What are the best strategies to assess, modify, and prevent a woman's risk of heart disease?
What are the most accurate and effective approaches to assess and recognize chest pain and other symptoms suggesting coronary heart disease in women?
What role does a woman's reproductive history and menopausal hormone therapy play in the development of heart disease?
What are the risk factors for cardiovascular disorders associated with pregnancy and how are they best treated?
What is the best method for studying sex differences in vascular injury so that cardiovascular repair therapies may be improved?
What are the most effective treatments for diastolic heart failure (heart failure with preserved pumping function of the heart) in women?
Why are young women more likely than men to die after a heart attack or after surgical revascularization procedure?
How do psychosocial factors affect cardiovascular disease in women?
What biological variables are most influential in the development and clinical outcomes of heart disease and what can be done to reduce mortality rates in women?
As cited in the 10Q Report, the population of US women is far from monolithic, with prominent disparities in awareness, access to information and care, application of evidence‐based therapies, and consequent adverse outcomes among subpopulations of women who are socially disadvantaged owing to race or ethnicity, income level or educational attainment, medical literacy, and/or cultural issues.
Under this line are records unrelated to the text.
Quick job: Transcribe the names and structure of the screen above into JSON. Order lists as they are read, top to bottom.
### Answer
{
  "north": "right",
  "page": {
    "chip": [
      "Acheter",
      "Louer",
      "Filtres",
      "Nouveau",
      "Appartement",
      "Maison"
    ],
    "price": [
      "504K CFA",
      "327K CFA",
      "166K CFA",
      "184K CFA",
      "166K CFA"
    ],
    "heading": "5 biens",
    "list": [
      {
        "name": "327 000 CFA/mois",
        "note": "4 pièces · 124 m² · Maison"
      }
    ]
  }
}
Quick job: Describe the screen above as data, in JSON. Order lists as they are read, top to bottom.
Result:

Population subgroups have disparities in cardiovascular health, underscoring the need for heightened preventive efforts in these subpopulations of women.
Lack of awareness of coronary heart disease as a health threat is persistently most prominent among the highest risk subpopulations, African American (38%) and Mexican American (42%) women. This compares with the white respondents to a survey, with 62% of white women having some degree of awareness of cardiovascular disease as their leading cause of death.
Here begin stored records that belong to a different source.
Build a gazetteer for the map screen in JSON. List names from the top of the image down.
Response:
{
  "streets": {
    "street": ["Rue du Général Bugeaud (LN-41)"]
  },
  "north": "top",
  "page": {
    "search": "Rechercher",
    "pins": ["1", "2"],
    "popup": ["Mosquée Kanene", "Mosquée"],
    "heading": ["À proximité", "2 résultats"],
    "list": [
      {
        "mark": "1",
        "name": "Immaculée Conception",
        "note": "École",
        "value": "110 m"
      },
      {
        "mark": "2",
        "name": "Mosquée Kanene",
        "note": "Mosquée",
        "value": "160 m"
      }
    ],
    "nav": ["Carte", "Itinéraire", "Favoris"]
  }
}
The 10Q Report thus focuses and underscores challenges to science, public policy, and education that require concerted responses by healthcare providers, research scientists, members of the US Congress, administration officials, and women and their families.
The scholarly manuscripts by invited expert clinicians/scientists in this issue of Clinical Cardiology explore several of the topics highlighted in the 10Q Report.